OK, as much as of a blogosphere triumphalist as I tend to be, even I think it is a stretch to argue that we bloggers are the reason Bush has such a sucky approval rating. The real reason Bush's disapproval is so high, despite the "not that bad" economy, is that it isn't good for most people, not just some. As Bondad has down, job growth under Bush is the worst in decades, and those who do have jobs haven't had a raise in seven years (on average). Record deficits immediately following a surplus, not to mention the attempt to destroy social security, probably also didn't improve Bush's image of economic stewardship. As far as Iraq goes, no, not as many Americans are dying as did in Vietnam, but Americans don't use that as their point of expectation for how badly a war is going anymore. More likely reference points are the First Gulf War, as well as repeated claims from the Bush administration about how easy Iraq was going to be, how the mission was accomplished, how the insurgency is repeatedly in its last throes, and how things are supposedly getting better and better in Iraq all the time, even though the death toll keeps rising. There is also the off chance that both Iraq and Hurricane Katrina made American look more impotent to many of its citizens than even the hostage crisis did. Record prices of gas might remind a few Americans of the oil embargo, too. Or maybe, just maybe, after a decade of peace and prosperity in the 1990's, Americans have come to expect a little more than regular race riots, record gas prices when adjusted for inflation, being dealt international humiliation at the hands of a theocratic regime, a stagnant economy, and 35 dead American soldiers a day before disapproving of a president. Then again, right now America is actually close to facing elements of all of that at once.

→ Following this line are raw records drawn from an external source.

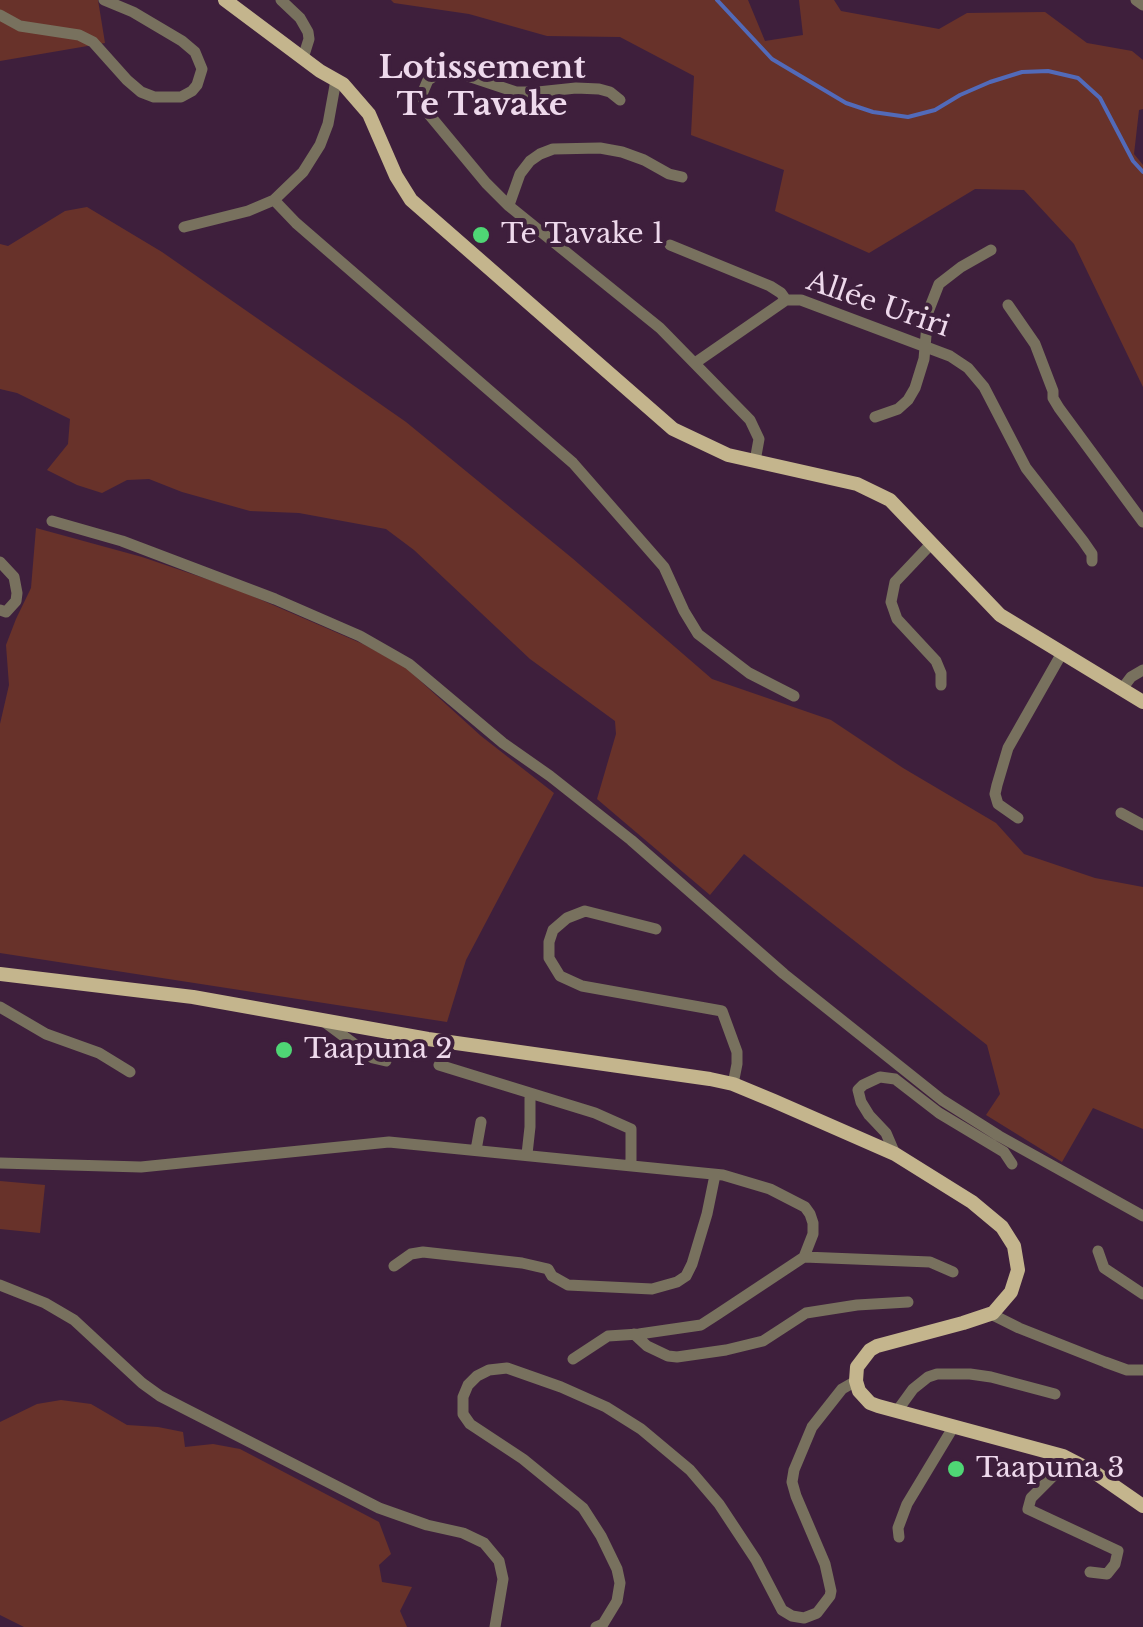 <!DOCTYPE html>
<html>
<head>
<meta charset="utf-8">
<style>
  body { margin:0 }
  canvas { display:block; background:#3e1f3c }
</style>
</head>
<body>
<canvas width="1143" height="1627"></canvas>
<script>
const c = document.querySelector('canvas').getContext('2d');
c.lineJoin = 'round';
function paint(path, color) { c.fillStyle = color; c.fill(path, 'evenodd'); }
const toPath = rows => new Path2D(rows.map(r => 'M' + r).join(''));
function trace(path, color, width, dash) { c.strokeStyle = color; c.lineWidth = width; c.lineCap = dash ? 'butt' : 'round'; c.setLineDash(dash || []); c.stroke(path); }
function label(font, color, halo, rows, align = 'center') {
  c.font = font + ' "Libre Baskerville",serif'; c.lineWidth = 8; c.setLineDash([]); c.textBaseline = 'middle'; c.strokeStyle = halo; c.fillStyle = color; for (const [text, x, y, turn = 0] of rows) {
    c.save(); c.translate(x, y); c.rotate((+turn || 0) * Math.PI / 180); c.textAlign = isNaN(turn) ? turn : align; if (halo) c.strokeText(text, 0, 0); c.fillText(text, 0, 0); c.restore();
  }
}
paint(toPath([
  [0,0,98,0,105,43,0,61],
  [391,0,748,0,765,41,803,35,799,0,834,0,841,11,939,29,967,13,1045,12,1087,43,1132,51,1143,60,1143,109,1139,110,1134,154,1143,165,1143,387,1074,244,1024,190,975,189,869,253,775,211,784,170,691,135,694,76,620,37,547,36,469,14,394,3],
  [87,207,162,252,406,422,572,558,712,679,831,720,903,768,996,823,1024,854,1095,878,1143,887,1143,1129,1093,1108,1062,1162,986,1115,1000,1094,987,1045,744,854,710,895,597,799,616,734,615,721,530,659,414,550,386,529,299,513,250,511,182,492,149,479,127,480,102,493,77,485,47,470,68,444,70,419,17,393,0,389,0,244,8,246,65,211],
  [36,528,142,557,236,589,363,644,405,667,481,736,554,793,466,960,447,1022,0,953,0,724,9,685,6,645,16,619,31,588],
  [0,1181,45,1185,40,1233,0,1229],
  [61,1400,91,1404,127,1425,158,1427,183,1432,185,1447,213,1444,240,1449,379,1522,391,1554,379,1565,382,1582,412,1587,400,1611,407,1627,24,1627,0,1615,0,1422,37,1404]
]), '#68322a');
trace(toPath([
  [717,0,772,59,846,103,873,112,908,117,935,110,960,95,990,82,1022,72,1048,71,1078,78,1100,98,1133,161,1143,172]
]), '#526ab9', 4);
trace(toPath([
  [281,0,300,18,308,32,309,39,303,58],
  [1136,0,1143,5],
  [0,15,20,26,79,35,93,42,127,80,141,92,154,97,181,97,192,91,197,85,202,69,195,52,182,41,133,12,104,0],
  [336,80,328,124,320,145,303,172,274,200,296,223,573,463,664,567,684,611,698,634,749,673,794,696],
  [620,100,610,92,599,89,576,88,538,92,516,92,450,70,442,71,428,80,422,94,427,112,486,183,509,206,660,328,750,420,759,439,755,461],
  [509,205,520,174,530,161,540,154,553,149,600,148,622,152,644,160,669,174,682,177],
  [184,227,248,211,274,200],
  [670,245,770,286,781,293,786,300,801,300,950,356,968,368,984,387,1026,468,1083,541,1092,554,1092,561],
  [1008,305,1035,344,1053,391,1053,398,1059,408,1143,522],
  [695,363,786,300],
  [875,417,898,409,908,400,915,388,924,359,928,312,939,284,961,267,991,250],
  [52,521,122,541,275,599,360,636,409,664,503,743,550,776,631,840,784,974,942,1100,999,1136,1143,1216],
  [931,544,895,582,891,602,897,619,936,661,941,673,941,685],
  [0,562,14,577,17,593,16,601,6,612,0,610],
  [1122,689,1131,677,1143,670],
  [1121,813,1143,825],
  [1018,818,998,804,995,794,997,785,1008,748,1062,653],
  [656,929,585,911,567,918,553,930,549,942,549,958,560,976,582,986,722,1011,737,1052,737,1064,733,1084],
  [0,1007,46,1034,99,1053,130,1072],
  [322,1020,373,1058,386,1061],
  [439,1065,530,1093,530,1127,527,1154],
  [530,1093,595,1113,631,1129,631,1166],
  [476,1150,481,1122],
  [895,1154,886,1133,869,1115,861,1102,858,1090,863,1085,880,1077,895,1079,939,1113,1004,1152,1012,1164],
  [0,1163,141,1167,389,1142,723,1175,770,1189,805,1207,810,1214,813,1223,813,1234,804,1257,718,1314,701,1325,639,1334,608,1336,573,1359],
  [1098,1251,1104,1268,1143,1294],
  [804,1257,930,1262,953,1272],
  [394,1266,411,1254,423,1252,522,1263,548,1269,552,1276,568,1285,652,1289,677,1282,686,1276,692,1264,707,1214,715,1175],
  [0,1285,45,1303,74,1320,142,1383,160,1396,379,1508,427,1525,463,1533,484,1543,499,1561,503,1579,495,1627],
  [993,1313,995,1316,1019,1328,1105,1362,1127,1370,1143,1370],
  [634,1334,647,1346,668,1356,677,1357,726,1350,763,1341,806,1313,857,1305,908,1302],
  [897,1411,913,1389,928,1377,937,1374,970,1374,991,1377,1055,1394],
  [1067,1458,1058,1471,1031,1498,1028,1509,1118,1551,1115,1564,1107,1574,1090,1572],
  [899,1537,898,1528,907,1504,954,1426],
  [596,1627,603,1624,617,1601,620,1583,617,1569,601,1536,583,1508,523,1459,470,1424,463,1414,463,1397,468,1385,477,1376,489,1370,507,1368,561,1387,606,1407,641,1429,690,1470,719,1504,756,1560,782,1610,792,1616,804,1618,817,1613,830,1596,831,1591,825,1564,796,1496,792,1482,794,1470,812,1427,842,1389,856,1381]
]), '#78715e', 11);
trace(toPath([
  [225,0,320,71,343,84,369,114,396,176,411,200,673,429,728,455,857,484,890,500,1000,615,1143,702],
  [0,974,193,997,428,1039,710,1079,733,1084,774,1101,895,1154,972,1202,1002,1227,1014,1246,1018,1270,1011,1292,993,1313,963,1323,877,1346,870,1350,857,1367,856,1381,859,1391,870,1403,878,1406,1063,1456,1094,1472,1143,1506]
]), '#c4b58d', 14);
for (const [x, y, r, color] of [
  [481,235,10,"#4fd675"],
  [284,1050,10,"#4fd675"],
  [956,1469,10,"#4fd675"]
]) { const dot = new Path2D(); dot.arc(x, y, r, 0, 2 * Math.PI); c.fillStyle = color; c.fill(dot); trace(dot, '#3e1f3c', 4); }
label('28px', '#eed9ec', '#3e1f3c', [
  ["Te Tavake 1",501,235],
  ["Taapuna 2",304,1050],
  ["Taapuna 3",976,1469]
], 'left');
label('28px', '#eed9ec', '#3e1f3c', [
  ["Allée Uriri",878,305,19]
]);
label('bold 32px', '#eed9ec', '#3e1f3c', [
  ["Lotissement",482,69],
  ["Te Tavake",482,106]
]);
</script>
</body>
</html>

Ah, forget that. What whiners! How dare Americans disapprove of Bush until 20,000 American soldiers have died, gas costs $8 a gallon, three more major American cities are destroyed by natural disasters, and we have entered a full-blown economic depression! They should have known what was coming from Bush's first inaugural address when he declared that "Our Long National Nightmare Of Peace And Prosperity Is Finally Over." Expectations should have been lowered accordingly. We can't possibly expect Bush to be as good as Clinton, after all. I mean Clinton was a Rhodes scholar who worked his way up from public schools, people. A Rhodes scholar! How can a C student who got into Yale due to family connections like Bush possibly compete with that? Perhaps Bush's disapproval rating should be grading on a curve. I'm sure Fred Hiatt would agree.